In order to do that, the birthing process is simulated using hormones and manual manipulation. For safety, the mare is sedated and restrained. She is then given two hormones, oxytocin and prostaglandin, which are normally released from the brain and uterus, respectively, during the birthing process.

The oxytocin promotes the mare/foal bond and the prostaglandin stimulates uterine contractions.

After administration of the drugs, the vagina and cervix are firmly massaged for 15 minutes to simulate the foal’s passage through the birth canal.

Fluids released are then rubbed all over the foal so that the mare will recognize the smell as her own, and then the foal is brought to the mare’s head in the hopes that she will accept the new baby.

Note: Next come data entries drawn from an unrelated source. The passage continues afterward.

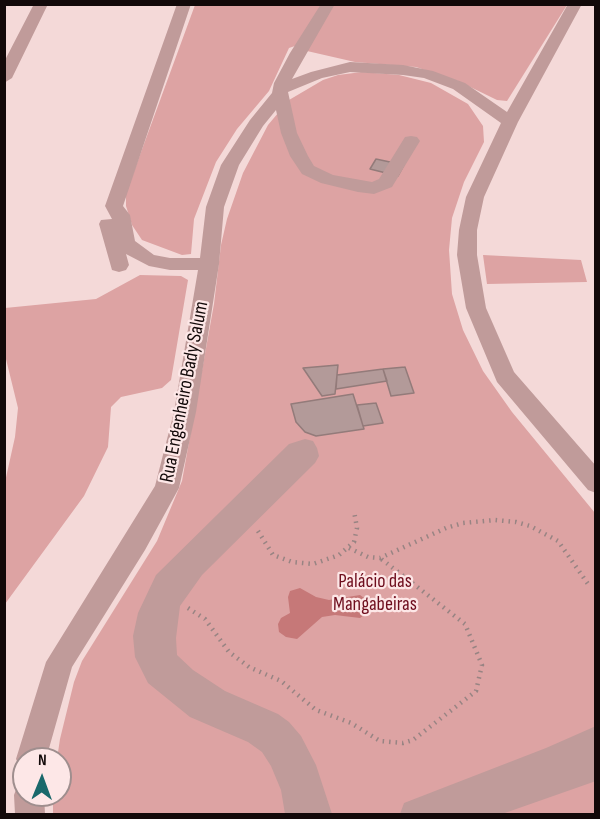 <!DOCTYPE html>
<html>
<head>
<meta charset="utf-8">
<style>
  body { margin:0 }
  #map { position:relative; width:600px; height:819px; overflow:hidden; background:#f4d9d8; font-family:"Sofia Sans Condensed",sans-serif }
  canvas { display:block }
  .frame { position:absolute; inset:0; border:6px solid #120909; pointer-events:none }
  .north { position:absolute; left:12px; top:747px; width:60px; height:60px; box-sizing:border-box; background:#fde7e7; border:2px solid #9f8e8e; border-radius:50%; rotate:1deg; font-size:16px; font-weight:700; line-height:24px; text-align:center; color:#120909 }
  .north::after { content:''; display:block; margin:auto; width:21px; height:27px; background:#1a686b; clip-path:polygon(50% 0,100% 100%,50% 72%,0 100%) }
</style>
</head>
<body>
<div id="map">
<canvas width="600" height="819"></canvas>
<div class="frame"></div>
<div class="north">N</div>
</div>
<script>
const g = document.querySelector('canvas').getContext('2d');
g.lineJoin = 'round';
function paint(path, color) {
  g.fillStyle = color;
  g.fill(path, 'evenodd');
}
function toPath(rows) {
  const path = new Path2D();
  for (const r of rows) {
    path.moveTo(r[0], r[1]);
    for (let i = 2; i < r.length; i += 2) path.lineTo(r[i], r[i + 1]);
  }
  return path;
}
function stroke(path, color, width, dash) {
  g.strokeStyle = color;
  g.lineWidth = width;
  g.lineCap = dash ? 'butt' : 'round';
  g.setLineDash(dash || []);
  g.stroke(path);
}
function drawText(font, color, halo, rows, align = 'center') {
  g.font = font + ' "Sofia Sans Condensed",sans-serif';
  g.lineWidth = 4.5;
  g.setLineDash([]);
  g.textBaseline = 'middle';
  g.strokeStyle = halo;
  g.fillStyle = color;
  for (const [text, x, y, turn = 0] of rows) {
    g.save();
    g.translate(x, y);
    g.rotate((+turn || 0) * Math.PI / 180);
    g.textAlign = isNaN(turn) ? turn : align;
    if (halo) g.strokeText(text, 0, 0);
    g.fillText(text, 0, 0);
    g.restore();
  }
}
const green = toPath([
  [195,5,567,5,507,101,497,100,458,81,416,67,355,62,307,51,295,46,289,48,269,91,237,129,216,162,194,219,191,254,182,255,142,240,132,225,126,206,126,193],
  [362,72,399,75,431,83,468,104,483,126,484,142,464,182,452,218,449,250,452,294,463,330,483,371,512,412,595,513,595,814,53,814,53,795,60,795,60,759,57,759,60,739,74,682,82,661,157,541,182,481,214,304,221,245,227,219,243,173,268,125,289,100,323,80,338,75],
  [483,255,581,260,587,282,487,284],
  [140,275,181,276,188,280,171,380,162,388,121,397,111,407,108,447,84,496,5,604,5,482,15,437,18,408,5,355,5,308,96,299]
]);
const water = toPath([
  [300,588,316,597,329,600,360,595,368,601,368,612,360,618,335,615,322,617,297,639,286,637,279,632,278,624,281,618,290,613,288,597,290,591]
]);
const building = toPath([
  [376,159,404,165,398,176,370,169,376,159],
  [338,365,335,394,322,396,303,368,338,365],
  [405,367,414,393,391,396,383,369,405,367],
  [383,369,387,381,336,389,337,375,383,369],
  [353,394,364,429,316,436,305,432,296,422,291,404,353,394],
  [376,403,383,423,363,426,357,405,376,403]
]);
const path = toPath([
  [258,531,273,555,292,562,313,564,339,555,354,542,357,528,354,511],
  [349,548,368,557,380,558,446,528,463,523,495,520,516,522,530,526,558,541,588,584],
  [188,608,205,619,229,652,249,667,281,681,316,710,351,723,380,741,403,743,413,740,476,691,482,665,465,624,380,558]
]);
const minor = toPath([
  [34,4,48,4,12,78,4,83,4,62,34,4],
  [177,4,191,4,123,206,130,215,135,241,154,255,170,258,200,258,206,207,221,165,250,120,272,93,274,83,290,53,321,4,335,4,292,79,311,72,350,62,403,65,433,71,465,83,507,112,568,4,582,4,518,122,484,197,477,230,477,255,486,308,514,372,596,466,596,493,588,490,497,382,466,308,457,255,459,230,466,197,501,123,453,89,424,78,403,75,350,72,322,78,288,92,297,133,308,156,314,166,333,175,372,182,379,179,405,137,411,136,417,137,420,141,392,187,374,194,358,192,321,183,302,174,290,156,281,133,276,110,263,126,239,165,224,207,219,264,196,412,179,488,145,550,72,667,46,759,24,759,24,771,21,769,16,759,46,662,155,486,174,412,198,270,170,270,149,266,126,254,129,265,126,270,119,272,112,270,99,224,101,220,112,219,105,206,177,4],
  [305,439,313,441,317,448,319,456,315,463,202,575,180,606,176,638,177,655,193,670,225,691,278,714,289,722,301,736,316,765,332,814,285,814,281,790,271,766,262,752,248,742,190,717,148,683,135,657,133,636,138,613,156,575,289,444,305,439],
  [596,726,596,781,502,814,400,814,404,803,546,748,596,726],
  [24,782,24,795,44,795,45,814,15,814,14,795,18,784,24,782]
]);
const streetNames = [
  ["Rua Engenheiro Bady Salum",185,392,-79]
];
const parkNames = [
  ["Palácio das",375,582],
  ["Mangabeiras",375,605]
];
paint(green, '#dda3a3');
paint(water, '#c67878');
paint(building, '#b39a99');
stroke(building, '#937b7a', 1.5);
stroke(path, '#988483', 4.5, [1.5, 5]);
paint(minor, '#c09b9a');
drawText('20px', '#120909', '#fde7e7', streetNames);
drawText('20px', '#6e0d1d', '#fde7e7', parkNames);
</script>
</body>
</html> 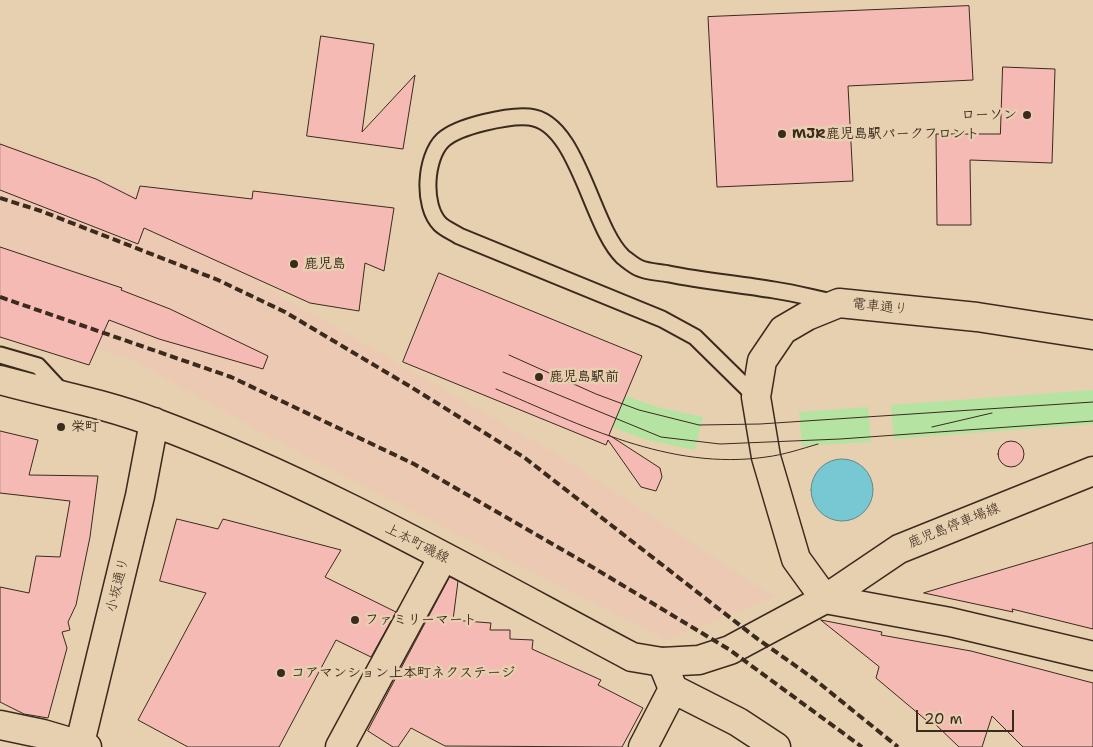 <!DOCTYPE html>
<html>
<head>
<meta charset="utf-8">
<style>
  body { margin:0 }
  #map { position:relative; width:1093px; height:747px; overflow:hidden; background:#e7d0b0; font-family:"Shantell Sans",sans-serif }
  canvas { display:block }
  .scale { position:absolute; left:916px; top:710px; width:98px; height:22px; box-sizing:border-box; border:2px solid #3b2a1e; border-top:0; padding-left:6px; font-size:15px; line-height:18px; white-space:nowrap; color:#3b2a1e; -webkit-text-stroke:4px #e7d0b0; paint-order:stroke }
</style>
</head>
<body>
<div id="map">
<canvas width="1093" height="747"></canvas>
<div class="scale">20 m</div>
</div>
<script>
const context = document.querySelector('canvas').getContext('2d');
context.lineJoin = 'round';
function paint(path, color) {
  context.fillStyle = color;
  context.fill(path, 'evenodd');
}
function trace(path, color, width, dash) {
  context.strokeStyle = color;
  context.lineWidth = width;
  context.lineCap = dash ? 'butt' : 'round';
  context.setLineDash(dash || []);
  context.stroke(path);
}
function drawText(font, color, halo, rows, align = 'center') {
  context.font = font + ' "Shantell Sans","Klee One",sans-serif';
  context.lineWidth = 5;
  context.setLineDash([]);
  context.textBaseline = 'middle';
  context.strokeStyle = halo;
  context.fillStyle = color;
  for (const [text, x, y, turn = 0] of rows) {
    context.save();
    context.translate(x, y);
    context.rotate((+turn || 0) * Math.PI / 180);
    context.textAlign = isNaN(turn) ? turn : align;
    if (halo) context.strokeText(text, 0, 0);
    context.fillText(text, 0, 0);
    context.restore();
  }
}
const built = new Path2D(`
  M0 141 158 202 265 287 568 461 774 597 666 640 303 455 129 358 0 317Z`);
const green = new Path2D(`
  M1093 390V424L894 439 891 405Z
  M620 394 657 407 703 417 695 450 647 440 609 426Z
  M868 407 871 442 802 446 799 412Z`);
const water = new Path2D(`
  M811 490a31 31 0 1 1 62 0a31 31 0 1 1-62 0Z`);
const building = new Path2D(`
  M969 6 973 80 848 86 853 181 717 187 708 17Z
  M321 36 374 44 362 132 415 75 403 149 307 136Z
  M1003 67 1055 69 1052 163 970 160 971 225H937L936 134H1000Z
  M0 144 96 179 136 199 140 186 252 199 253 191 394 208 384 271 365 263 359 311 310 303 144 228 138 244 0 190Z
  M0 247 122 288 121 290 170 309 268 356 263 369 159 339 109 320 89 365 0 337Z
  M439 273 642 356 609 435 660 468 662 477 656 491 641 487 608 440 606 445 403 362Z
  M0 431 38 440 29 475 98 476 90 537 76 605 68 622 70 630 62 632 67 648 48 718 24 714 0 702V587L29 593 36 556 60 557 70 501 0 493Z
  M998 454a13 13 0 1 1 26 0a13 13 0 1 1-26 0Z
  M177 519 218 529 223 519 341 550 325 577 396 612 371 657 336 640 279 747H188L138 720 206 593 160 581Z
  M1093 543V629L1012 609 1013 612 924 593Z
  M450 577 458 581 453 620 491 623 490 630H510V639L533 640 532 649 601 680 598 685 643 708 622 747 445 746 411 728 398 747H393L368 731Z
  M821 620 882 632 881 635 971 651 1093 683V747H1023L992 716 982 747H959L934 723 932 725 876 678 879 667Z`);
const lane = new Path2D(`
  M0 355 38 366 63 393
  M756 397 695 337 662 319 459 236C453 232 445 229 440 224 422 206 425 157 443 140 458 126 509 115 529 117 578 121 591 227 623 257 627 260 634 266 639 268 647 272 659 272 669 274 703 281 739 284 774 290 794 293 813 298 833 302`);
const street = new Path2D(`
  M662 662 673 689 738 722 776 747
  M0 725 43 734 87 747
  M340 747 443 557
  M643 747 673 689`);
const secondary = new Path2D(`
  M0 380C51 394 103 403 153 422 320 484 475 574 632 657L662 662 699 660 730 650 825 599 899 549 1093 471
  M825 599 796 559 766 457 756 397 762 361 783 330 807 316 839 303 977 317 1093 335
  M825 599 950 622 1093 656
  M79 747 140 496 154 422`);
const tram = new Path2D(`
  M509 355 596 394 639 410 699 425 760 424 1093 402
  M503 372 661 437 720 444 840 439 1093 421
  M496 389C581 425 670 471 766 457 783 455 801 449 818 444
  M932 427 992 413`);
const rail = new Path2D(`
  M0 198 41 211 218 280 285 312 411 387 525 458 755 637 814 679 898 747
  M0 297 231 377 414 464 594 568 730 650 862 747`);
const markers = [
  [1027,115,5,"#3b2a1e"],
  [782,134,5,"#3b2a1e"],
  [294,264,5,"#3b2a1e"],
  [539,377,5,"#3b2a1e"],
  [61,427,5,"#3b2a1e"],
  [355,620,5,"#3b2a1e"],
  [281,673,5,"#3b2a1e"]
];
const poiNames = [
  ["ローソン",1017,115,"right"],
  ["MJR鹿児島駅パークフロント",792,134],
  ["鹿児島",304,264],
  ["鹿児島駅前",549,377],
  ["栄町",71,427],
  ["ファミリーマート",365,620],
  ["コアマンション上本町ネクステージ",291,673]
];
const streetNames = [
  ["電車通り",880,307,6],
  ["鹿児島停車場線",954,526,-22],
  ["上本町磯線",417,544,27],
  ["小坂通り",118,585,-76]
];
paint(built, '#ecc9b2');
paint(green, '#b5e3a2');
paint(water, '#78c8d3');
trace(water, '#60898b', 1);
paint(building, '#f6bab5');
trace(building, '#3b2a1e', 1);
trace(lane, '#3b2a1e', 19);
trace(street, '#3b2a1e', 31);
trace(secondary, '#3b2a1e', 31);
trace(lane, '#e7d0b0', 15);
trace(street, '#e7d0b0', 28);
trace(secondary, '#e7d0b0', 28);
trace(tram, '#3b2a1e', 1);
trace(rail, '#3b2a1e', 4, [8, 4]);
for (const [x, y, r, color] of markers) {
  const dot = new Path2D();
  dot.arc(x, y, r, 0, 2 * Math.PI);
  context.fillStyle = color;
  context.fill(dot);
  trace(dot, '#e7d0b0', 2);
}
drawText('bold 14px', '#3b2a1e', '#e7d0b0', poiNames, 'left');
drawText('14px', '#3b2a1e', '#e7d0b0', streetNames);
</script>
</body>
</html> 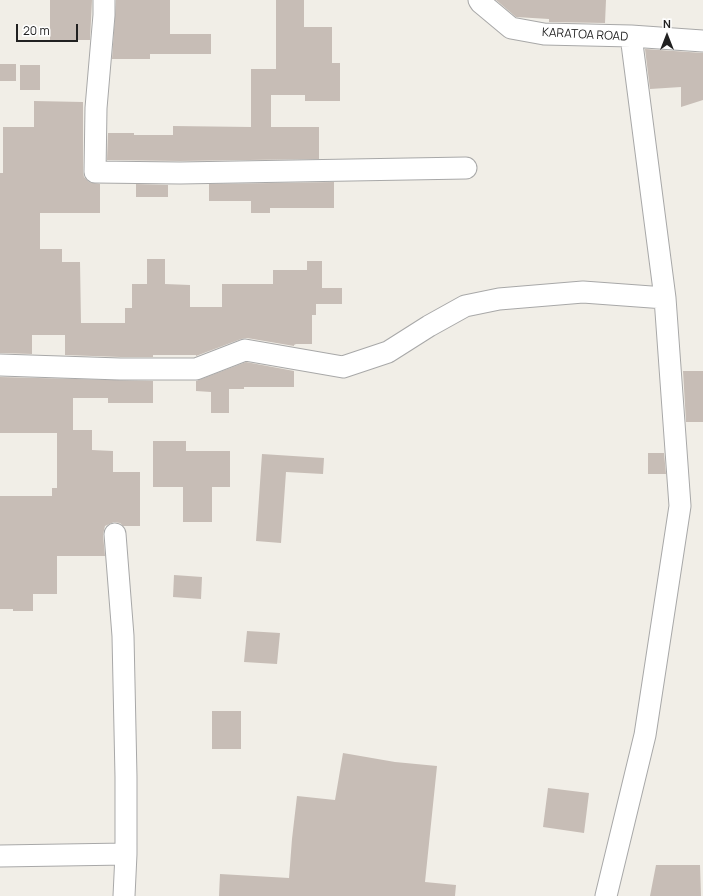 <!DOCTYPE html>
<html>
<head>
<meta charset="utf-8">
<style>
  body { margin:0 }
  #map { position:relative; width:703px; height:896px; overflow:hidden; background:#f1eee7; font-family:Manrope,sans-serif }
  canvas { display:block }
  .north { position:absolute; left:647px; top:16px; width:40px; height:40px; -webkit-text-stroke:3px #fff; paint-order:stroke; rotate:0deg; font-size:11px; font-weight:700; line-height:16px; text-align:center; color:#212121 }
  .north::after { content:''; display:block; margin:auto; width:14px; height:18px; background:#212121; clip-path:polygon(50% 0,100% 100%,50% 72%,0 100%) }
  .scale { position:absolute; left:16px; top:24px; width:62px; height:18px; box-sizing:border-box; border:2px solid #212121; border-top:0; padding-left:5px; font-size:12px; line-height:14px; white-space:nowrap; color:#212121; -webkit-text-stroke:3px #fff; paint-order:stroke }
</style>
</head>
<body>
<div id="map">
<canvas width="703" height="896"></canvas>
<div class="north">N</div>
<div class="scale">20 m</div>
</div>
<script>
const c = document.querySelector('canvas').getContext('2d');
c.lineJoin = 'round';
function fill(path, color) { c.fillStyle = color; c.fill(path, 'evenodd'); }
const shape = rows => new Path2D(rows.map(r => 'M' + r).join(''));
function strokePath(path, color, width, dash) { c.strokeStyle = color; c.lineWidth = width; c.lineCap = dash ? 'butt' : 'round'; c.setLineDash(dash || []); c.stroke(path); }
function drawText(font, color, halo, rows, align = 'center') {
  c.font = font + ' Manrope,sans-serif'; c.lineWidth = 4; c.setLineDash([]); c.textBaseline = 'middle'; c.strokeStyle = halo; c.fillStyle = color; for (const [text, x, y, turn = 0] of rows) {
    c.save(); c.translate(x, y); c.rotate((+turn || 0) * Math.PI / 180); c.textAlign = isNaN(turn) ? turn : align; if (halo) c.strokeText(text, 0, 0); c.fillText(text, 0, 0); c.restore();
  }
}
fill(shape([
  [50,0,92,0,90,40,50,40],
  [116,0,170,0,170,34,211,34,211,54,150,54,150,59,112,59],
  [276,0,304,0,304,27,332,27,332,63,340,63,340,101,305,101,305,95,271,95,271,127,319,127,319,159,180,161,107,160,108,133,134,133,134,135,173,135,173,126,251,127,251,69,276,69],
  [496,0,606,0,605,23,549,22,549,19,516,17],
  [645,49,703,53,703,100,681,107,681,87,650,89],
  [0,64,16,64,16,81,0,81],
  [20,65,40,65,40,90,20,90],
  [34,101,83,102,83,172,84,177,89,182,100,184,100,213,40,213,40,249,62,249,62,262,80,262,81,323,125,323,125,308,132,308,132,284,147,284,147,259,165,259,165,284,190,285,190,307,222,307,222,284,273,284,273,270,307,270,307,261,322,261,322,288,342,288,342,304,316,304,316,315,312,315,312,344,296,344,294,345,294,346,247,338,241,339,196,356,196,355,153,355,153,357,120,357,65,355,65,335,32,335,32,354,0,353,0,173,3,173,3,127,34,127],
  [334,182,334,208,270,208,270,213,251,213,251,201,209,201,209,184],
  [136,184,168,185,168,197,136,197],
  [246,362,294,371,294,387,244,387,244,389,229,389,229,413,211,413,211,392,196,391,196,381],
  [683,371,703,371,703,422,686,422],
  [0,377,153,381,153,403,108,403,108,398,73,398,73,430,92,430,92,450,113,451,113,472,140,472,140,526,123,526,120,523,114,522,105,526,103,535,105,556,57,556,57,594,33,594,33,611,13,611,13,609,0,609,0,496,52,496,52,488,57,488,57,433,0,433],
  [153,441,186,441,186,451,230,451,230,487,212,487,212,522,183,522,183,487,153,487],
  [648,453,664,453,666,474,648,474],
  [262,454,324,458,323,474,286,472,281,543,256,541],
  [174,575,202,577,201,599,173,597],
  [247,631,280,633,277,664,244,662],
  [212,711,241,711,241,749,212,749],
  [343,753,395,762,437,766,425,882,456,885,455,896,219,896,220,874,289,878,292,839,297,796,335,800],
  [548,788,589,793,584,833,543,827],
  [656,865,700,865,701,896,650,896]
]), '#c7bdb6');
const minor = shape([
  [104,0,104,15,96,108,95,172,180,173,466,168],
  [479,0,481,3,511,28,544,34,631,36,703,41],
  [0,365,120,369,196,369,245,350,343,367,388,352,429,326,465,306,499,299,583,292,665,298],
  [115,534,123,636,126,777,126,854,124,896],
  [0,856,126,854],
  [606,896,645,735,680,506,665,298,631,36]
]);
strokePath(minor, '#a8a8a8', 23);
strokePath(minor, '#fff', 21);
drawText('12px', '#212121', '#fff', [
  ["KARATOA ROAD",585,35,3]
]);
</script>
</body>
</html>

In this case, the mare immediately lays down, just as one would expect from a mare that had indeed just given birth.

However, McGovern says, “We did not leave the mare and foal unattended for at least the first 12 hours, until we were comfortable that the mare was not going to reject the foal and possibly injure it.”

Fortunately for this foal, a lasting bond formed as a result of the grafting procedure. McGovern even visited the pair at their farm home a month later.

“They were doing wonderfully and had a completely normal mare and foal bond,” she reports.

“I was very skeptical beforehand, but we will definitely do this again!”